Power lifting is a more advanced version of the traditional used terms of weight training and/or even body building. It consists of heavier weight training in comparison to the other two. There are many power lifting competitions that take place around the world which mainly involve the lifting of the maximum amount in one reputation. You are given three attempts to achieve this goal, with the attempts having to be based in squats, bench press and the deadlift.

The reason power lifting is more widely popular amongst both body building and weight training is largely due to the speed at which it allows muscle to grow. Power lifting routines are known to be the fastest ways to get stronger and gaining muscle mass really fast. Obviously pumping heavy weights is not enough. One is requires to pay attention to his diet by eating additional amounts accordingly for your muscles to develop fully. It is important to understand the difference between strength and size when it comes to power lifting. One’s aim should always be to get stronger before getting bigger. This helps prevent injury in both competitions and training.

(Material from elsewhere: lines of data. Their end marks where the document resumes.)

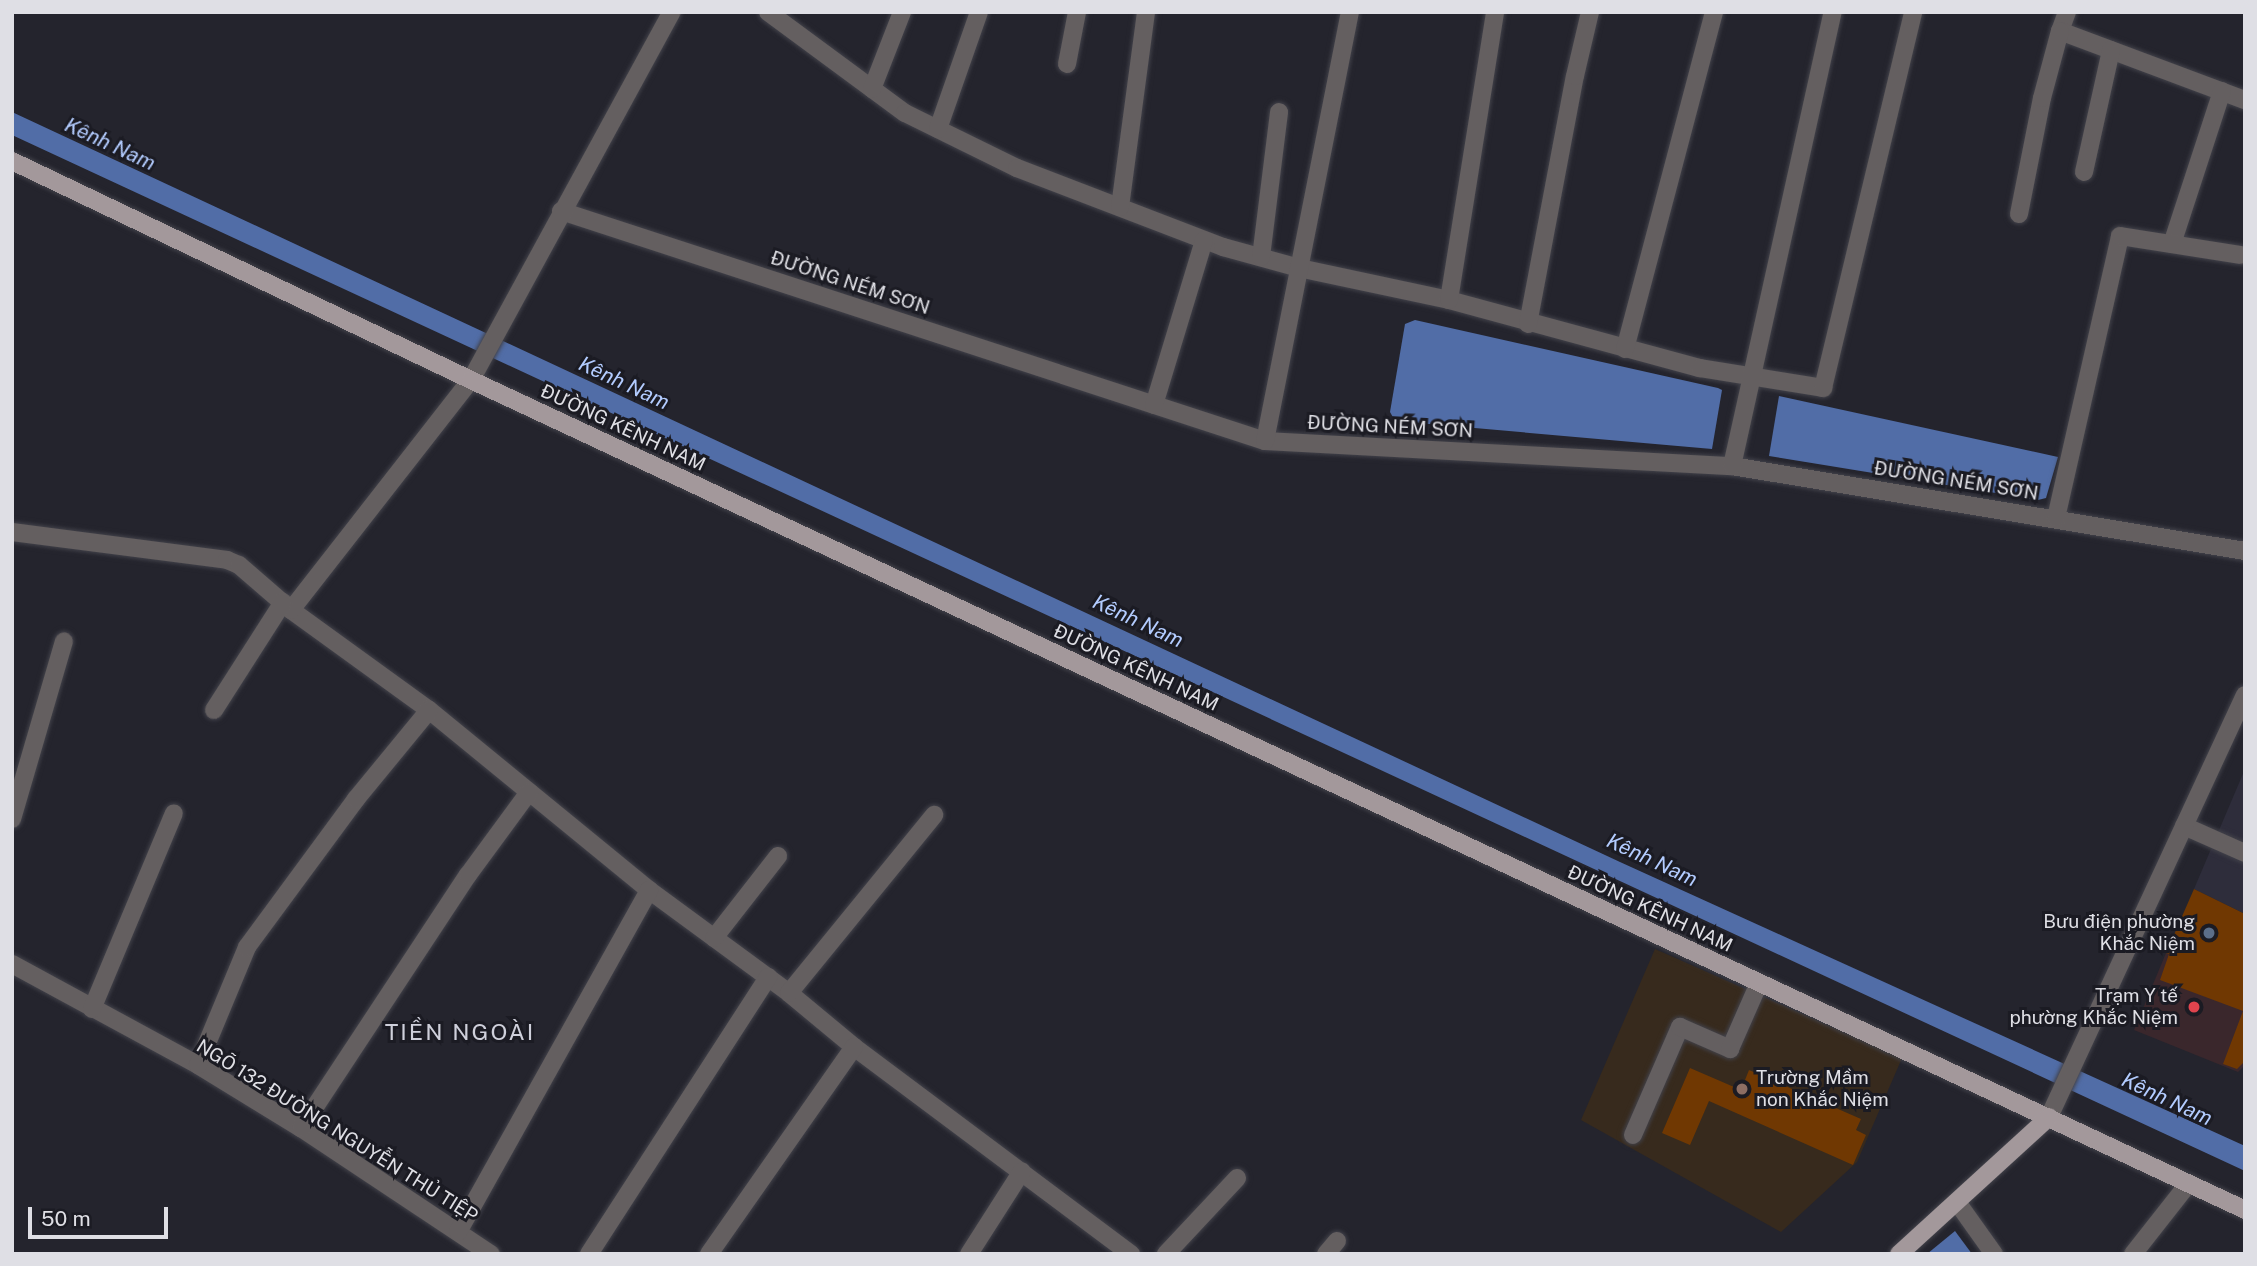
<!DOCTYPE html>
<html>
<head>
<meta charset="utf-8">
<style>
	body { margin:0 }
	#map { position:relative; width:2257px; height:1266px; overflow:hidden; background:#24242d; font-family:"Public Sans",sans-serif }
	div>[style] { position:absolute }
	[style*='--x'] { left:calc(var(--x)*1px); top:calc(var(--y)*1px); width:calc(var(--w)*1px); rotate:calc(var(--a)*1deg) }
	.built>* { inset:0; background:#2e2d3b }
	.education>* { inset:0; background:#372a1d }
	.medical>* { inset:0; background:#3a272c }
	.water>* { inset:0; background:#516da7 }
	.building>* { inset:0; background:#703802 }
	.roads { filter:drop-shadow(0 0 2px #42424a) drop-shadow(0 0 2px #42424a) }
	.minor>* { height:18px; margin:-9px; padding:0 9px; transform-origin:9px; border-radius:9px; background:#645f60 }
	.major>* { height:18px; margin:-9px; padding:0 9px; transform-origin:9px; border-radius:9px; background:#a3989b }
	.dots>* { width:19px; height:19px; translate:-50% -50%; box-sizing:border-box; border:4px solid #1b1b23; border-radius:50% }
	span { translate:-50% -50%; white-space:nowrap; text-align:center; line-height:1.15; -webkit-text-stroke:6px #1b1b23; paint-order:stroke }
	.street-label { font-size:19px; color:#dfdfe5 }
	.poi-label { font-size:19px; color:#dfdfe5 }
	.right { translate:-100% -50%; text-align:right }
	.left { translate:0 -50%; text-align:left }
	.water-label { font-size:21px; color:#b3ccff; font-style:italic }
	.quarter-label { font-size:23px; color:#cfd0db; letter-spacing:2px }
	.frame { position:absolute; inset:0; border:14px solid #dfdfe5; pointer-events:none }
	.scale { position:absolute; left:28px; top:1207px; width:140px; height:32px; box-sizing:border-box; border:4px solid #dfdfe5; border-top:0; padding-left:9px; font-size:21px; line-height:24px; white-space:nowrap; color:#dfdfe5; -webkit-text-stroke:5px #1b1b23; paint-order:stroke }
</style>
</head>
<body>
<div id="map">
	<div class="built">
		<i style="clip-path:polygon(2245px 769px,2245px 914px,2194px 889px)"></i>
	</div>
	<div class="education">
		<i style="clip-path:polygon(1655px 949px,1902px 1058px,1857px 1162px,1781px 1232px,1581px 1120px)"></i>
	</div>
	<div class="medical">
		<i style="clip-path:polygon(2166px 953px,2245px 984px,2245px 1065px,2238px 1072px,2134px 1030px)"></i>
	</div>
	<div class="water">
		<i style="clip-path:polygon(12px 112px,1620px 862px,2245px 1146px,2245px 1171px,12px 135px)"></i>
		<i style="clip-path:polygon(1415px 320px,1718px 388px,1722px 390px,1712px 449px,1395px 421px,1390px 412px,1405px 324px)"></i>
		<i style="clip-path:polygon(1779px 396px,2058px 457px,2046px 498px,2038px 500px,1769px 456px)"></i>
		<i style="clip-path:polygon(1955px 1231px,1972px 1254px,1927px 1254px)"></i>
	</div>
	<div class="building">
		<i style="clip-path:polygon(2194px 889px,2245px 914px,2245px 1061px,2237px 1069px,2223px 1064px,2243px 1011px,2160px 980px,2169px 954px,2166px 953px)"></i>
		<i style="clip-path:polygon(1690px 1068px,1741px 1090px,1749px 1070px,1861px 1119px,1856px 1130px,1866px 1135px,1853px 1165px,1709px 1101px,1690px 1145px,1662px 1133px)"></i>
	</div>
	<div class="roads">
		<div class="minor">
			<i style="--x:768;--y:12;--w:170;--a:36.4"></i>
			<i style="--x:905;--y:113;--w:125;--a:26.2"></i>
			<i style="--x:1017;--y:168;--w:221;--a:21"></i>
			<i style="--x:1223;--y:247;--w:79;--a:15.4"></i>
			<i style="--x:1299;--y:268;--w:153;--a:12"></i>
			<i style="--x:1449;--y:300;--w:260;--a:15.2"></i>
			<i style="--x:1700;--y:368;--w:125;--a:9.2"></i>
			<i style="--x:1823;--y:388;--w:387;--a:-76.5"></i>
			<i style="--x:2067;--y:12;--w:20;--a:110"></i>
			<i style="--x:2060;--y:31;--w:197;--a:20.5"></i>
			<i style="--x:1067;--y:64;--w:53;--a:-79.1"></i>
			<i style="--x:872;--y:89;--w:83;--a:-68.7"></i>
			<i style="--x:938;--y:129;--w:124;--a:-70.7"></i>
			<i style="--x:2084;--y:172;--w:125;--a:-77.5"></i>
			<i style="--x:1120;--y:207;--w:197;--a:-82.4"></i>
			<i style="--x:561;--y:211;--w:741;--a:18.09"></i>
			<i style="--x:1265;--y:441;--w:468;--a:3.1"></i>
			<i style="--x:1732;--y:466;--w:520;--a:9.41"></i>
			<i style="--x:2019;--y:214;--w:118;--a:-78.8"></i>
			<i style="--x:2042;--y:98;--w:69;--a:-75"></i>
			<i style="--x:2172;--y:244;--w:161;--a:-71.9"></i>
			<i style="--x:1261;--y:257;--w:146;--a:-82.9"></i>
			<i style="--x:1449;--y:300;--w:292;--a:-80.9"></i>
			<i style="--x:1528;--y:324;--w:252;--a:-79.3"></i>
			<i style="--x:1575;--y:76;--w:66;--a:-76.8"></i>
			<i style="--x:1625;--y:349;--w:349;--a:-75.2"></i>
			<i style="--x:1154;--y:405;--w:172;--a:-73.1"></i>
			<i style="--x:1265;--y:441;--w:437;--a:-78.8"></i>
			<i style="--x:1732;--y:466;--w:465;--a:-77.5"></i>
			<i style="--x:2056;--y:518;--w:289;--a:-77.2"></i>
			<i style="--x:2120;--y:236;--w:122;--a:8.9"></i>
			<i style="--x:12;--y:532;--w:217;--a:7.4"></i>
			<i style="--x:227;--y:560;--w:13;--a:23"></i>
			<i style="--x:239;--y:565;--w:69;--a:40.9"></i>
			<i style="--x:291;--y:610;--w:170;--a:35.9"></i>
			<i style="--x:429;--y:710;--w:284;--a:39.3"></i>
			<i style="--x:649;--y:890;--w:174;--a:36.3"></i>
			<i style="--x:789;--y:993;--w:85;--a:39.7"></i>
			<i style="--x:854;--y:1047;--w:346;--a:36.8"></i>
			<i style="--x:291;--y:610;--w:292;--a:-52"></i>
			<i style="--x:471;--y:380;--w:419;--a:-61.4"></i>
			<i style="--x:214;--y:710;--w:128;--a:-57.4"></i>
			<i style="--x:12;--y:819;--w:185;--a:-73.7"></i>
			<i style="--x:2184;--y:826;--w:67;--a:23.9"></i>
			<i style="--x:714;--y:938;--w:104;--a:-52"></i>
			<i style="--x:12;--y:964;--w:212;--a:28.5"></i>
			<i style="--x:198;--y:1065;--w:121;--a:31.5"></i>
			<i style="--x:301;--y:1128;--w:228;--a:33.6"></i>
			<i style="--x:789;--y:993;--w:230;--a:-50.8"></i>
			<i style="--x:92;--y:1009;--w:212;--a:-67.3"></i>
			<i style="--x:198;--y:1065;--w:128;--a:-67.4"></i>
			<i style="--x:247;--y:947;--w:184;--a:-53.6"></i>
			<i style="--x:356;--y:799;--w:115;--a:-50.6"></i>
			<i style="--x:2049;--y:1117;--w:465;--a:-65.1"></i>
			<i style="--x:301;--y:1128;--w:303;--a:-56.6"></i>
			<i style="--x:468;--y:875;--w:103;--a:-53.7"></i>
			<i style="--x:1633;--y:1135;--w:118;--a:-66.5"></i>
			<i style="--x:1680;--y:1027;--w:55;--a:23.7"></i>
			<i style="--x:1730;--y:1049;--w:72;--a:-66.3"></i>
			<i style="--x:1957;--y:1202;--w:64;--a:54.6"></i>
			<i style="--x:458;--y:1232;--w:392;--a:-60.8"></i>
			<i style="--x:589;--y:1254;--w:330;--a:-57.1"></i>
			<i style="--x:709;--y:1254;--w:253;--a:-55"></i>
			<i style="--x:969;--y:1254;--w:98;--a:-57.4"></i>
			<i style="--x:1166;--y:1254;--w:104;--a:-46.9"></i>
			<i style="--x:1326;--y:1254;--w:17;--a:-50"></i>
			<i style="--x:2133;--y:1254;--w:89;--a:-51.8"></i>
		</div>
		<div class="major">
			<i style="--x:12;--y:161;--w:509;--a:25.51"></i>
			<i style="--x:471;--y:380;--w:1959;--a:25.07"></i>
			<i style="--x:1899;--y:1254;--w:203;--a:-42.4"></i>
		</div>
	</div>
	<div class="dots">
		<i style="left:2209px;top:933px;background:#5c6f8a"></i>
		<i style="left:2194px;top:1007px;background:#e0444e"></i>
		<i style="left:1742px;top:1089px;background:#8d6e63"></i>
	</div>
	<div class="street-label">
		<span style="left:850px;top:283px;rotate:18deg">ĐƯỜNG NÉM SƠN</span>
		<span style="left:1390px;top:427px;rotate:3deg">ĐƯỜNG NÉM SƠN</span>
		<span style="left:623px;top:428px;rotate:25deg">ĐƯỜNG KÊNH NAM</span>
		<span style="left:1956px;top:481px;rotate:9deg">ĐƯỜNG NÉM SƠN</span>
		<span style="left:1136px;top:668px;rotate:25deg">ĐƯỜNG KÊNH NAM</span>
		<span style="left:1650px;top:909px;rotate:25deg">ĐƯỜNG KÊNH NAM</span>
		<span style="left:337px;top:1131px;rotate:32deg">NGÕ 132 ĐƯỜNG NGUYỄN THỦ TIỆP</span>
	</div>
	<div class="poi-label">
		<span class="right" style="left:2195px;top:933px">Bưu điện phường<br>Khắc Niệm</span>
		<span class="right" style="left:2178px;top:1007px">Trạm Y tế<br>phường Khắc Niệm</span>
		<span class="left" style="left:1756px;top:1089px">Trường Mầm<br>non Khắc Niệm</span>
	</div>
	<div class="water-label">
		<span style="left:110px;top:144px;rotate:25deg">Kênh Nam</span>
		<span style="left:624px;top:383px;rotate:25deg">Kênh Nam</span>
		<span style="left:1138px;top:621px;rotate:25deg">Kênh Nam</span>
		<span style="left:1652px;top:860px;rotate:25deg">Kênh Nam</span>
		<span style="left:2167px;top:1099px;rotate:25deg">Kênh Nam</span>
	</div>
	<div class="quarter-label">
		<span style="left:460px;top:1032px">TIỀN NGOÀI</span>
	</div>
	<div class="frame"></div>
	<div class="scale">50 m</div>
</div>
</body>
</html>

There are some important facts that one should be aware of before thinking to start a power lifting routine. All points are mainly focused on helping the growth speed of your muscles. Unlike with weight lifting and body building where one can begin immediately, knowing he is a healthy individual, however with power lifting this is not the case. A doctor’s approval is necessary regardless of how healthy one may be. There is a vast difference in the routine one takes during a weight lifting or/and body building routine and not much stress is exposed to the muscles at one go. The process is slow and repetitive. With power lifting it is the opposite. The stress levels for your muscles are four times greater as they will be exposed to constant heavy weight on a “quick fire” basis. You will need to assure that all your joints are as healthy as they can be and that both your joints and muscles can deal with the heavy load. Also those individuals with any heart, circulatory or other health related issues should consult their doctor before moving forward. 

Upon approval, the next stage is deciding whether the power lifting is just for a self satisfaction purpose or you will be competing. If your plan is to compete, it is recommended to make an investment in to the gear that will be involved as it is more beneficial in the long run this way. The gear would include chalk, wrist wraps, knee wraps, back wraps and other power lifting items which would be used on a regular basis. If you’re unsure of where to buy such equipment you can grab a power lifting magazine from a local store that will have thousands of advertisements of popular stores offering such equipment.  
With your routine, eating well and resting is a necessity.